With his playing career behind him, Fahey has striven to alter the perception of him simply as a footballer and find a new role in life and in the community

But in order to successfully do that, he has begun to firstly confront the mental torment he has suffered for so long through counselling and therapy.

“The stuff I was doing behind the scenes all through my life, substance abuse and the like, came to a shuddering halt about two and a half years ago and thank God, because I realise I’d no control.

“I’ve been through a treatment centre for addictions and I actively live in sobriety. I do a lot of therapy and counselling and I started to believe that I have something to offer. I’m not just a footballer and I’m not just a head case away from football as well.

“I have a lot to offer and I had to start seeing that for myself through the help of others.

“I done a Diploma in Counselling and Psycho Therapy and figured out that’s not quite for me yet.

“Recently I’ve done a ten-week certificate in Child Psychology Development, which I really enjoyed.

“I’m looking to do a Social Care degree in Tallaght University actually, I’m hoping to get accepted in there.

“Like that, I think my own experiences in life, football, trauma, glimpses of happiness through it all, I’ve a lot to share.

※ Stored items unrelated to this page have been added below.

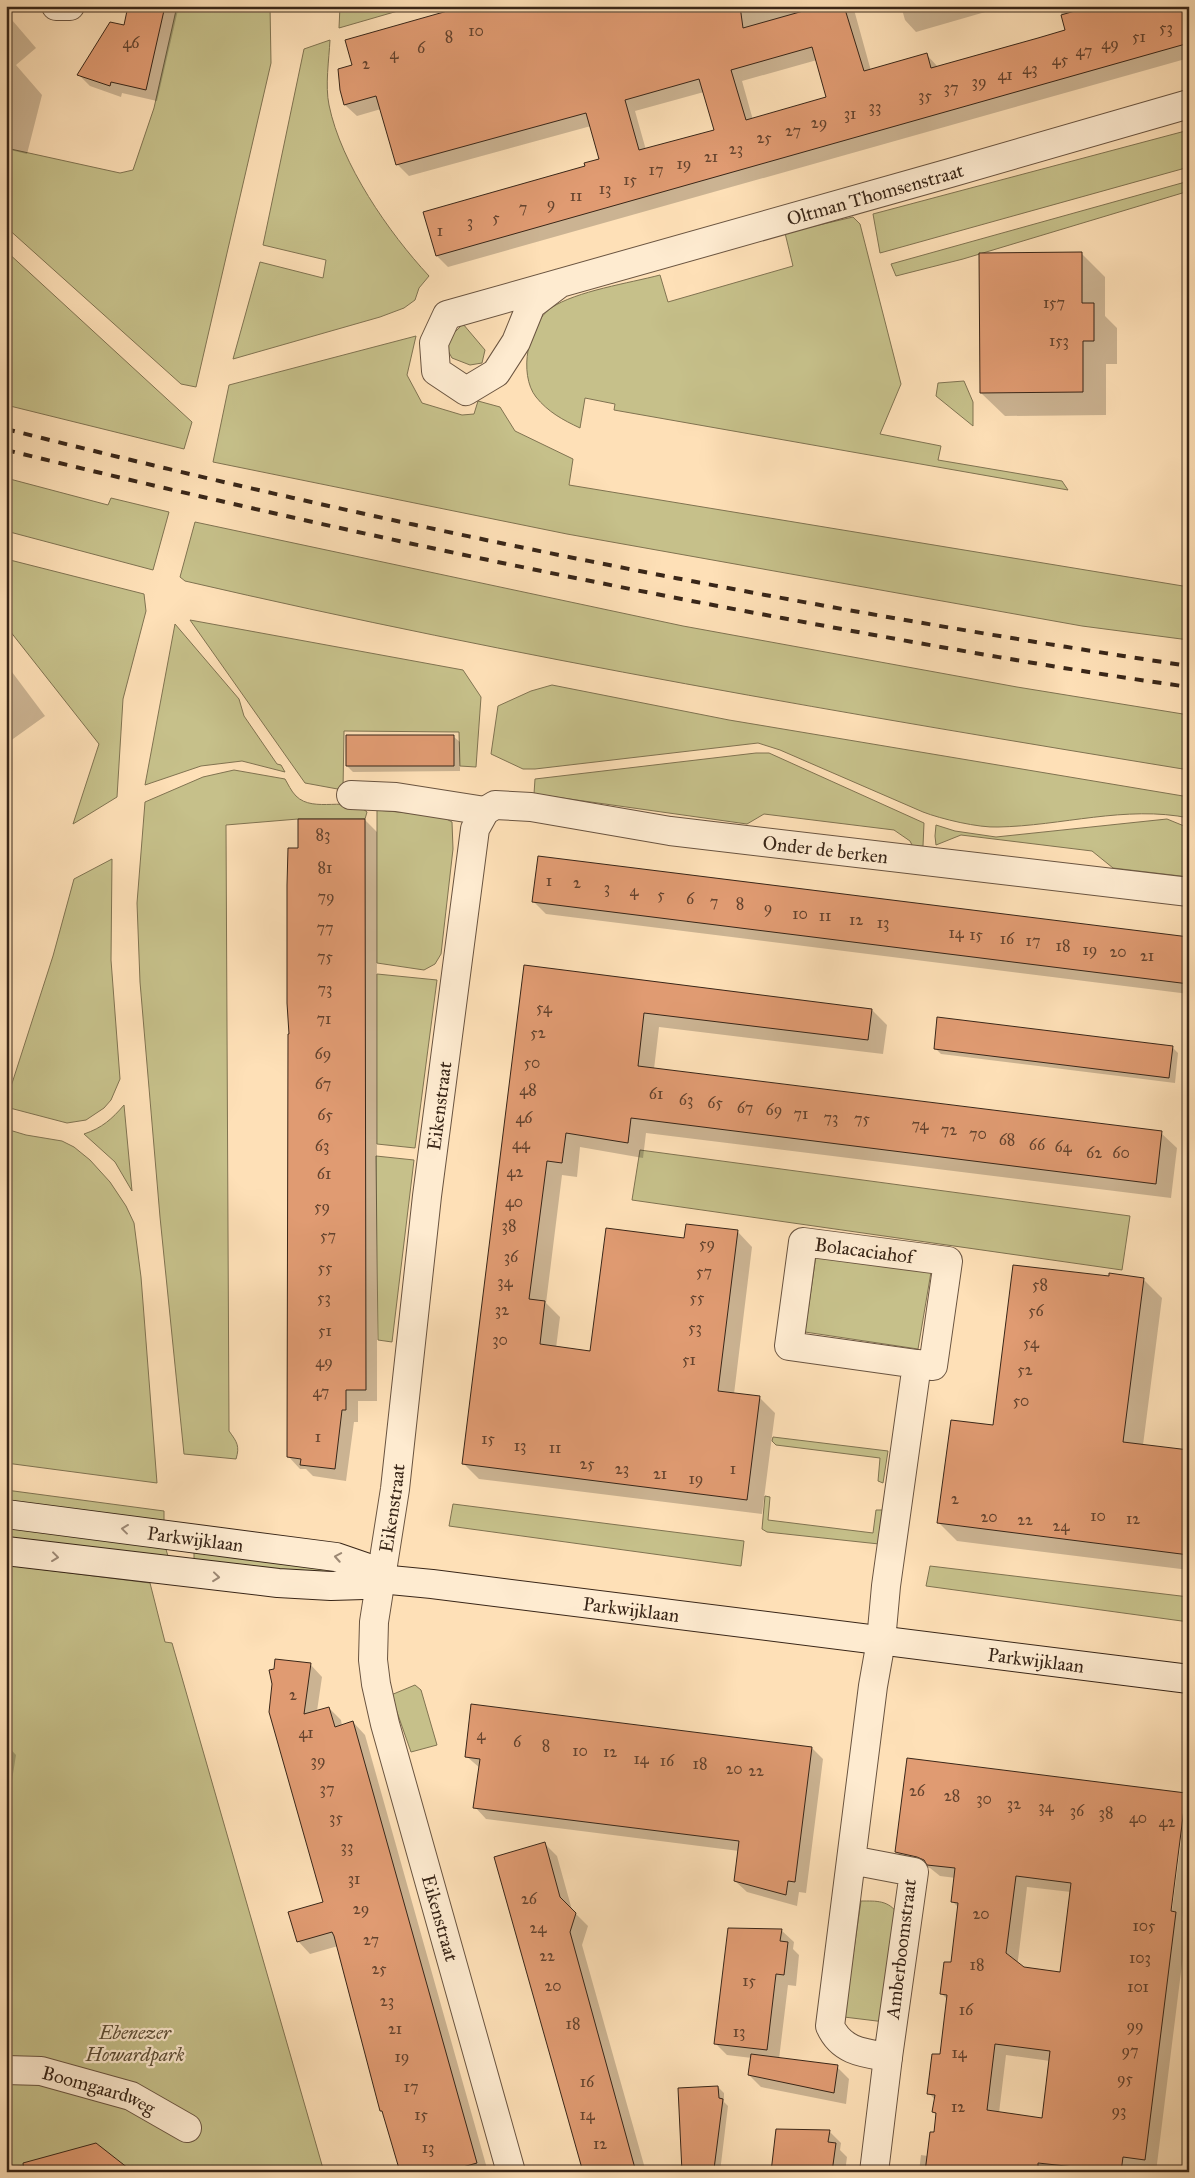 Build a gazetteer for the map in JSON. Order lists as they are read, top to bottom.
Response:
{
  "streets": {
    "street": [
      "Oltman Thomsenstraat",
      "Onder de berken",
      "Eikenstraat",
      "Bolacaciahof",
      "Parkwijklaan",
      "Amberboomstraat",
      "Boomgaardweg"
    ]
  },
  "crossings": [
    ["Onder de berken", "Eikenstraat"],
    ["Eikenstraat", "Parkwijklaan"]
  ],
  "parks": ["Ebenezer Howardpark"],
  "house_numbers": [
    "53",
    "10",
    "8",
    "51",
    "46",
    "49",
    "6",
    "47",
    "4",
    "45",
    "2",
    "43",
    "41",
    "39",
    "37",
    "35",
    "33",
    "31",
    "29",
    "27",
    "25",
    "23",
    "21",
    "19",
    "17",
    "15",
    "13",
    "11",
    "9",
    "7",
    "5",
    "3",
    "1",
    "157",
    "153",
    "83",
    "81",
    "1",
    "2",
    "3",
    "4",
    "5",
    "79",
    "6",
    "7",
    "8",
    "9",
    "10",
    "11",
    "12",
    "13",
    "77",
    "14",
    "15",
    "16",
    "17",
    "18",
    "19",
    "20",
    "21",
    "75",
    "73",
    "54",
    "71",
    "52",
    "69",
    "50",
    "67",
    "48",
    "61",
    "63",
    "65",
    "67",
    "69",
    "71",
    "65",
    "46",
    "73",
    "75",
    "74",
    "72",
    "70",
    "68",
    "44",
    "66",
    "63",
    "64",
    "62",
    "60",
    "42",
    "61",
    "40",
    "59",
    "38",
    "57",
    "59",
    "36",
    "55",
    "57",
    "34",
    "58",
    "53",
    "55",
    "32",
    "56",
    "53",
    "51",
    "30",
    "54",
    "51",
    "49",
    "52",
    "47",
    "50",
    "1",
    "15",
    "13",
    "11",
    "25",
    "23",
    "1",
    "21",
    "19",
    "2",
    "10",
    "20",
    "12",
    "22",
    "24",
    "2",
    "41",
    "4",
    "6",
    "8",
    "10",
    "12",
    "14",
    "39",
    "16",
    "18",
    "20",
    "22",
    "37",
    "26",
    "28",
    "30",
    "32",
    "34",
    "36",
    "38",
    "35",
    "40",
    "42",
    "33",
    "31",
    "26",
    "29",
    "20",
    "105",
    "24",
    "27",
    "22",
    "103",
    "18",
    "25",
    "15",
    "20",
    "101",
    "23",
    "16",
    "18",
    "99",
    "21",
    "13",
    "97",
    "14",
    "19",
    "95",
    "16",
    "17",
    "12",
    "93",
    "15",
    "14",
    "12",
    "13"
  ]
}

“I want to be part of the comm-unity and I want to do good in the comm-unity.

“I’m born and bred Tallaght. I moved away and I always wanted to come home. I do be around the comm-unity a    lot.

“I’m in the church, I’m hopefully going to go to college in Tallaght, I’d be down my local Costa and I just feel a member of the community for once in my life.

“I started out feeling like I had never been a part of anything, so my whole life has done a full 360 internally.

“There’s stuff I still have to deal with. Even now there’s a couple of things that I need to face in my life that I’ve tried to kind of bury, but I know what’s important for me now and I just try to connect to that as much as I can.”